Charlotte de Vries is standing on the bridge simply shaking her head. She's normally not the disapproving type. But de Vries, a sex worker, simply can't believe what she is seeing: complete emptiness. There are no women in the windows and no clutches of tourists gathered around to ogle. The sex shops are open, but there's no one inside. She spreads her arms wide, but touches nobody.
"It's crazy," she says. She can't remember ever being able to do so on Oudekennissteeg, the bridge she used to cross nearly every Saturday afternoon for the past two and a half years. She always had a group of tourists in tow, pushing past other tourists to begin her red-light district tour.
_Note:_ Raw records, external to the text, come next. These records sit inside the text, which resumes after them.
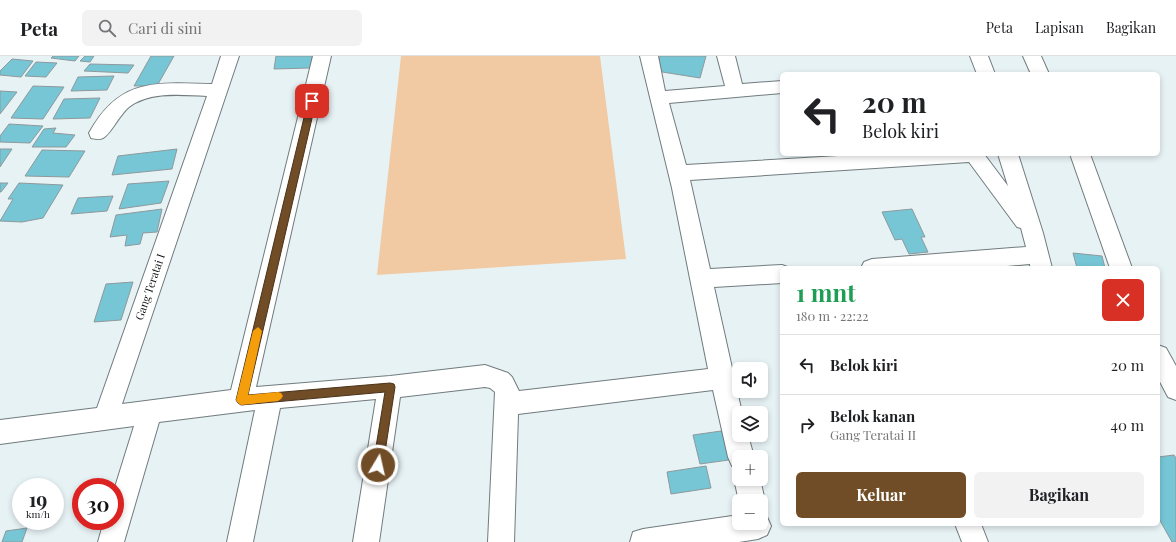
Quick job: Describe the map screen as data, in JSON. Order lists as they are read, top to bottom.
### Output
{
  "streets": {
    "street": ["Gang Teratai I"]
  },
  "page": {
    "header": "Peta",
    "search": "Cari di sini",
    "nav": ["Peta", "Lapisan", "Bagikan"],
    "turn": ["20 m", "Belok kiri"],
    "heading": ["1 mnt", "180 m · 22:22"],
    "list": [
      {
        "name": "Belok kiri",
        "value": "20 m"
      },
      {
        "name": "Belok kanan",
        "note": "Gang Teratai II",
        "value": "40 m"
      }
    ],
    "map_buttons": ["+", "−"],
    "buttons": ["Keluar", "Bagikan"],
    "speed": "19 km/h",
    "limit": "30"
  }
}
Now, though, it's all quiet.
The coronavirus has forced people around the world to stay at home. Images of deserted city streets have taken on a familiar, threatening feel. But the Oudekennissteeg bridge in Amsterdam lays bare another threat by virtue of its sudden absence: mass tourism.
"It's as if someone pushed the stop button," says de Vries, 56, who guided tourists through the red-light district every week until mid-March for the Prostitution Information Center (PIC).
"I'm afraid the city could exploit this situation to get rid of us," she says.
By "us," de Vries means herself and the thousands of other people who work in Amsterdam in brothels, for escort services or in the rented rooms with the red-lit, floor-to-ceiling windows that can be seen from the street.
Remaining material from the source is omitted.